Recently scientists have discovered a planet-like object about eight times the size of Jupiter locked in orbit around very young star. However, there is a problem. The planet is too far away from the star for the standard model of planetary formation to account for it.
There is no theory for how a true planet can form at 300 AU (astronomical units, with one unit equal to 93 million miles, the mean distance between Earth and the sun). It’s not really a lack of imagination. It’s a lack of physics,” California Institute of Technology astronomer John Johnson told Discovery News.
Damn right it’s a lack of physics. It’s a lack of physics because the scientists are leaving out half of what man knows about the universe, namely electricity, from the equations.
“This is a puzzle right now,” Lafreniere said.
There is only one solution to this problem that agrees with all the known laws of physics and makes rational sense, that solution being an electric solar model of stars. First postulated by Hannes Alfven, a Nobel prize winning plasma physicist, the electric model of stars assumes stars are not self-consuming bodies powered by a nuclear core but are powered externally by galactic streams of charged plasma. Think of plasma as an electrically conductive gas.
Scientists can replicate all the major features of the Sun in a lab using a fairly simple device called a terella. This device works by placing a magnetized sphere in a plasma vacuum. The plasma pinches down on the sphere and it lights up in glow mode discharge, which is what the electric model of the Sun basically says the Sun is. The Sun is nothing more than an electric plasma discharge in a vacuum. The glowing plasma ball in the terella is lit up by a flowing current of electricity flowing through the plasma in the vacuum chamber. A smaller scale example of this are the novelty plasma balls you can find in gift shops.
In an electric model of stars, one of the types of stars that can exist is a cathode discharge star. This is what constitutes a dwarf star. Dwarf stars are nothing more than gas giant planets that are located outside the influence of a primary (anode discharge) star’s heliosphere. If we could take Saturn or Jupiter and place it far enough away from the Sun, its magnetosphere would light up in a glow mode discharge. Because they are so close to the Sun, the Sun is basically hogging all the free electrons in space and sheilding the magnetospheres of the gas giants. So instead of their entire magnetospheres lighting up in a discharge, we only see glowing auroras over the poles. If Jupiter’s magnetosphere were lit up it would appear the size of the full Moon.
Thornhill and Scott comment on the electric model of stars in this video and explain why the electric model provides a superior explanation for what we observe on the Sun:
It is important we understand the electric model of stars in order to properly describe how and why this mystery planet came into existence at its present location.

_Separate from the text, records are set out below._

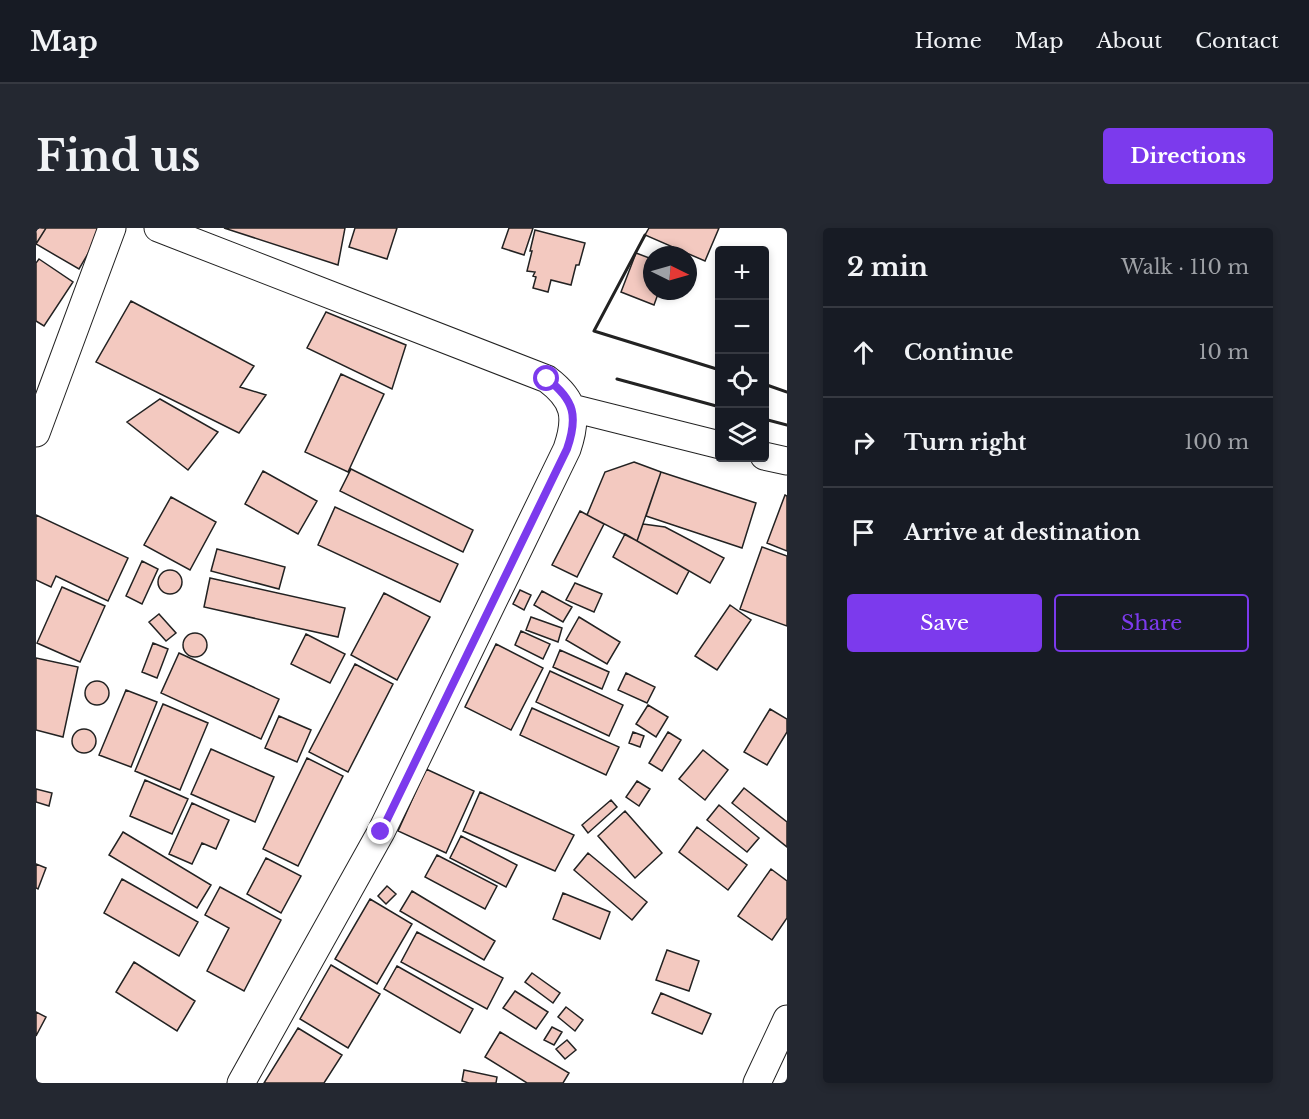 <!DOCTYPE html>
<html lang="en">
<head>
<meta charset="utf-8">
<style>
	:root { --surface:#171b24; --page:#242831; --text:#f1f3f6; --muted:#9ea1a6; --line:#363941; --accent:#7c3aed }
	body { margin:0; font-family:"Libre Baskerville",serif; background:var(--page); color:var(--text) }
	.controls { position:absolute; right:18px; top:18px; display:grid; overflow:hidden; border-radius:6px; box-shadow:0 3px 9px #0003 }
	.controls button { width:54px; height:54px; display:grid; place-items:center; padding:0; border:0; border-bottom:2px solid var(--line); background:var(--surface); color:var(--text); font:30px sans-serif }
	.compass { position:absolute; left:607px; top:18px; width:54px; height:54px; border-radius:50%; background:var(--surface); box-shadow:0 3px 9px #0003; rotate:95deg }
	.stop { position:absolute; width:18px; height:18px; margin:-14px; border:4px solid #7c3aed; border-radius:50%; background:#fff }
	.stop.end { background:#7c3aed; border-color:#fff; box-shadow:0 2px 6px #0008 }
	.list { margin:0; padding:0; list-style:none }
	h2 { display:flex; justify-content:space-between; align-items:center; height:78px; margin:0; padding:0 24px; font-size:26px }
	h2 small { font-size:20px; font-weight:400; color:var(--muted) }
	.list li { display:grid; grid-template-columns:39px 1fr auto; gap:18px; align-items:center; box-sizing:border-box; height:90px; padding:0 24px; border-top:2px solid var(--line) }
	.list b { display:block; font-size:22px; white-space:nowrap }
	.list em { font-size:20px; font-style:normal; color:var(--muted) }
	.actions { display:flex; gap:12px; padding:18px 24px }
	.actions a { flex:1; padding:14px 0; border:2px solid var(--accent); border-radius:6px; text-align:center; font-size:21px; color:var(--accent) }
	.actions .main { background:var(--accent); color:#fff }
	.icon { flex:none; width:33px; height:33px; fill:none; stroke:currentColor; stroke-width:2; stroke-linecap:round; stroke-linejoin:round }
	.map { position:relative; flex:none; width:751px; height:855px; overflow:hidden; border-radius:6px }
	header { display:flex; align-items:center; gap:36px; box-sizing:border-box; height:84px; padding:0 30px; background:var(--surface); border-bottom:2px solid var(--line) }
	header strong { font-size:28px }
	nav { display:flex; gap:33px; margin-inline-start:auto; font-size:21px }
	.intro { display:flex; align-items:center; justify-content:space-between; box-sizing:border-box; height:144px; padding:0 36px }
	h1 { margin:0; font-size:42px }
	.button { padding:15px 27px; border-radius:6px; background:var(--accent); color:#fff; font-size:21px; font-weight:700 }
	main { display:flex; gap:36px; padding:0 36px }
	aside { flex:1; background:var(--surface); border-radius:6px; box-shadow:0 3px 9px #0003 }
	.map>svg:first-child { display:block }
	.building { fill:#f3c9c0; stroke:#222; stroke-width:1.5 }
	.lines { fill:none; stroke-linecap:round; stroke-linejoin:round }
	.street-casing { stroke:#222; stroke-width:29 }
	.street { stroke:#fff; stroke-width:27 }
	.wall { stroke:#222; stroke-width:3 }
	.route { stroke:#7c3aed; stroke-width:8 }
</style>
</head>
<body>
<header>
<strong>Map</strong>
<nav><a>Home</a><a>Map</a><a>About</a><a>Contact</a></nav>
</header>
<div class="intro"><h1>Find us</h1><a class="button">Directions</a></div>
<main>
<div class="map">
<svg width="751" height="855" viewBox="0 0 751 855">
	<rect width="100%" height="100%" fill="#fff"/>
	<path class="building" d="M 0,0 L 10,0 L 0,16 Z
		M 10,0 L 67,0 L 43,41 L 0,16 Z
		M 188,0 L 309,0 L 302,37 Z
		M 319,0 L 361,0 L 351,31 L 313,19 Z
		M 473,0 L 497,0 L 488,27 L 466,20 Z
		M 613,0 L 683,0 L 669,33 L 609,7 Z
		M 499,2 L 549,15 L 543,37 L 540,37 L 535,57 L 515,52 L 512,64 L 497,60 L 500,49 L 497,48 L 499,44 L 491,43 L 496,23 L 494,23 Z
		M 600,25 L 616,31 L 616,63 L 623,63 L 618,77 L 585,64 Z
		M 3,31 L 37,54 L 8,98 L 0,93 L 0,35 Z
		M 95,73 L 218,138 L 204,159 L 230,167 L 203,205 L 60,134 Z
		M 290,84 L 370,117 L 356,161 L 271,120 Z
		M 305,146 L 348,166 L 312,244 L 269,224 Z
		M 124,171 L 182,204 L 152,242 L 91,194 Z
		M 598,234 L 625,244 L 601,313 L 551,287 L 569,244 Z
		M 315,241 L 437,302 L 427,324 L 304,263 Z
		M 227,243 L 281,273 L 262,306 L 209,276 Z
		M 625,244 L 720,275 L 706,320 L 610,288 Z
		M 749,267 L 751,268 L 751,323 L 731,315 Z
		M 135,269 L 180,294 L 154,342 L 108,317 Z
		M 299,279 L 422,336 L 404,374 L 282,317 Z
		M 544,283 L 568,296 L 541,349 L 516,337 Z
		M 0,287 L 92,330 L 72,373 L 20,348 L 15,359 L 0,352 Z
		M 607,296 L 629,299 L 688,330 L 674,355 L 601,313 Z
		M 589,306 L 653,343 L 641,366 L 577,329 Z
		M 726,319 L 751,328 L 751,398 L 704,381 Z
		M 181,321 L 249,339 L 243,361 L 175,343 Z
		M 106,333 L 122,341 L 106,376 L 90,368 Z
		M122 354a12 12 0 1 1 24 0a12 12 0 1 1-24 0Z
		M 174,350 L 309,380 L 302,409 L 168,379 Z
		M 539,355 L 566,366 L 558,384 L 530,372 Z
		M 26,359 L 69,378 L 44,434 L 1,415 Z
		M 484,362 L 495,367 L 488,382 L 477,376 Z
		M 506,363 L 536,379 L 527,394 L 498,377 Z
		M 348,365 L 394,389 L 361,452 L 315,427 Z
		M 694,377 L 715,392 L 681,442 L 659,428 Z
		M 123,386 L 140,405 L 130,413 L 113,394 Z
		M 495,389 L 526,400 L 522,414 L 490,402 Z
		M 543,389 L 584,414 L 571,436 L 530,412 Z
		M 485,403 L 514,416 L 507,431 L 479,417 Z
		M147 417a12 12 0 1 1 24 0a12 12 0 1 1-24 0Z
		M 270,406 L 309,426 L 294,455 L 255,436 Z
		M 117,415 L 132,421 L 121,450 L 106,444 Z
		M 460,416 L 507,440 L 475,502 L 429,479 Z
		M 524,422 L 573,444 L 566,461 L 517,439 Z
		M 143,425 L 243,471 L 225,511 L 125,465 Z
		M 0,430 L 42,439 L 27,509 L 0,502 Z
		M 319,436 L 357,456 L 312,544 L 273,524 Z
		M 514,443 L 587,477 L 573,508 L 500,474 Z
		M 590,445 L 619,459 L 611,475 L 582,462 Z
		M49 465a12 12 0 1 1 24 0a12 12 0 1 1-24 0Z
		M 90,462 L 121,474 L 95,539 L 63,527 Z
		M 127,476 L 172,495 L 144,562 L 99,543 Z
		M 612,477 L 632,489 L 620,509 L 600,496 Z
		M 496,480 L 583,519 L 570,547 L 484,507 Z
		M 734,481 L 751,491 L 751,504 L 731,537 L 708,524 Z
		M 243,488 L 275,502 L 261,534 L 229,520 Z
		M36 513a12 12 0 1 1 24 0a12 12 0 1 1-24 0Z
		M 597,504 L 608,508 L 604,519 L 593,515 Z
		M 632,504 L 645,512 L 626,543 L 613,535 Z
		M 175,521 L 238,549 L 219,594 L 155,566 Z
		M 667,522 L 692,542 L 669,572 L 643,551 Z
		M 271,530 L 307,548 L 262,638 L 227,621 Z
		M 390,541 L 438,563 L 410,625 L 362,603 Z
		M 109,552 L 152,571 L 136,606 L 94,588 Z
		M 601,553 L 614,561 L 603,578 L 590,569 Z
		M 708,560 L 751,594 L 751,619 L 696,575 Z
		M 0,561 L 16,565 L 13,578 L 0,574 Z
		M 444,564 L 538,607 L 519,643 L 427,603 Z
		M 575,572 L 581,579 L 552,605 L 546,597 Z
		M 156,575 L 193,592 L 180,621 L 166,615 L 156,636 L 133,626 Z
		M 683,577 L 723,610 L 711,624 L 671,592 Z
		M 589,583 L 626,625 L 599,650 L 562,608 Z
		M 661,599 L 711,637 L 692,662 L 643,624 Z
		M 87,604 L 175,657 L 161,680 L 73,627 Z
		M 425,608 L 481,637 L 470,659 L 414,630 Z
		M 552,625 L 611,674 L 596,692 L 538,642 Z
		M 401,627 L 461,658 L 449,681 L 389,649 Z
		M 230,630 L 265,648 L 245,685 L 211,666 Z
		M 0,636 L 10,640 L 2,661 L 0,660 Z
		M 735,641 L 751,653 L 751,690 L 736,712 L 702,688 Z
		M 86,651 L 162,694 L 143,728 L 68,685 Z
		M 351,658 L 360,666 L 350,676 L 342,668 Z
		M 184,659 L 245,692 L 208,763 L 171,743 L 193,700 L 169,687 Z
		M 376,663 L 459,713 L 448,732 L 364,683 Z
		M 527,665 L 574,684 L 564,711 L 517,691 Z
		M 334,671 L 376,696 L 341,756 L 299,731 Z
		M 381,704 L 467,750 L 451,781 L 365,734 Z
		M 631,722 L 663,733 L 653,763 L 620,752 Z
		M 98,734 L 159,773 L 141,803 L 80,764 Z
		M 295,737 L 344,766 L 312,820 L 264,791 Z
		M 361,738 L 437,781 L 424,805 L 348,761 Z
		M 496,745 L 524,765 L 517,775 L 489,754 Z
		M 479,763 L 512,784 L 500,801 L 467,780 Z
		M 625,765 L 675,786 L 666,806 L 616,785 Z
		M 530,779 L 547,792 L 539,803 L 522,789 Z
		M 0,784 L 10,789 L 0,808 Z
		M 516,799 L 526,804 L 518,817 L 508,812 Z
		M 262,800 L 306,827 L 288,855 L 228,855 Z
		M 464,804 L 533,845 L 527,855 L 491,855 L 449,829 Z
		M 531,812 L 540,822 L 529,831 L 520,821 Z
		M 428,842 L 461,849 L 460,855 L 433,855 L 426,853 Z"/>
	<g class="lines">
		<defs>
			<path id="street" d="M 122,0 L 511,151 C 539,172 542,189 531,221 L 345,604 L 205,855
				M 536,180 L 684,217
				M 0,205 L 76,0
				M 728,228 L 751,233
				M 721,855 L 751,791"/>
		</defs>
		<use href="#street" class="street-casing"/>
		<use href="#street" class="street"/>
		<path class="wall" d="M 609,7 L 558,103 L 684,142
			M 581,151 L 684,179
			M 728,156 L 751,164
			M 728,191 L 751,197"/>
	</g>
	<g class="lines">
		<path class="route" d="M 345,604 L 531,221 C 542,189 539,172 511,151"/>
	</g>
</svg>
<div class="controls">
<button>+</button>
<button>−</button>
<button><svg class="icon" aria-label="locate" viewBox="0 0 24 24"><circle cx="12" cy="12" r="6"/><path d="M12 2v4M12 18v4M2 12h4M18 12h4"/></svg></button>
<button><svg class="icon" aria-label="layers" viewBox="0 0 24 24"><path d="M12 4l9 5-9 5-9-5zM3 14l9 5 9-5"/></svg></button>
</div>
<svg class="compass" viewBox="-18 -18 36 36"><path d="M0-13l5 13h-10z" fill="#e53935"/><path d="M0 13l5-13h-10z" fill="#9ea1a6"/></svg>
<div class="stop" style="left:511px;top:151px"></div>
<div class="stop end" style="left:345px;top:604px"></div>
</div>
<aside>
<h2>2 min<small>Walk · 110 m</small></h2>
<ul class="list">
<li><svg class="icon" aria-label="ahead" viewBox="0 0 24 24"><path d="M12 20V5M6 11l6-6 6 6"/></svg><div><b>Continue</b></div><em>10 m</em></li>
<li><svg class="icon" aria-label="right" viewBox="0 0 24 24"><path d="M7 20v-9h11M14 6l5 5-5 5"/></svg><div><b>Turn right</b></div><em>100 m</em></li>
<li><svg class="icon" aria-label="arrive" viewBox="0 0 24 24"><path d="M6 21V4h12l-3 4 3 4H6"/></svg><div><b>Arrive at destination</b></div></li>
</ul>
<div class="actions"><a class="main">Save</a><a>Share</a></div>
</aside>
</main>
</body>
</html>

When scientists try to model dust in space, they find that dust WILL NOT ACCUMULATE INTO PLANETS because turbulence prevents the dust from aggregating. Kilometer sized building blocks or larger are necessary for such “accumulation” models to work based on gravity alone.
Further, most dust in space is not electrically neutral. When dust becomes charged due to its environment, it will act in much the same way a plasma reacts. Industrial cleaning systems often use electricity as a method to ionize dust so it can be sucked up using magnetic fields. Charged bodies in an electric field are strongly influenced by the electromagnetic force rather than gravity.
Given that we know dust in space will not accumulate into planets due to gravity alone, this begs the question of how a planet can form. Obviously we know they can because they exist.
The clear solution to this problem becomes evident once one accepts the electric model of stars. Gas giants are born from primary stars. They are electrically ejected. The Sun is observed to spew tremendous amounts of matter out into space during a cronal mass ejection. These ejections are due to breakdowns or “overloads” in the star’s electrical circuit. If a big enough overload occurs, it will cause the star to fission as the plasma attempts to spread its discharge over a larger surface area.
Since the electric model of stars assumes stars are actually semi-solid bodies, they can eject fully formed gas giant planets in much the same way they blast coronal mass ejections from their surface.
This also explains why we see so many super huge gas giant exo-planets orbiting so closely to their parent star. Standard models of planetary formation say it is impossible for a gas giant to form so close to its parent star because the parent star should have sucked up all the nearby dust and gas during its formation, leaving nothing left for the gas giant to form from.
The electric “birthing” of these planets solves all of these observed oddities in a clear, logical and consistent way. It also solves the problem of why dwarf stars appear to be too cold to host nuclear fusion, yet they are still glowing. Common sense tell us that if its impossible for their to be fusion because the star is too cold, there should be no discharge. In an electric model, the brown dwarf is nothing more than a gas giant recieving its energy from the galaxy instead of from a fusion reaction. Just as the aurora light up in the night sky here on earth.
Planets are born, just like everything else.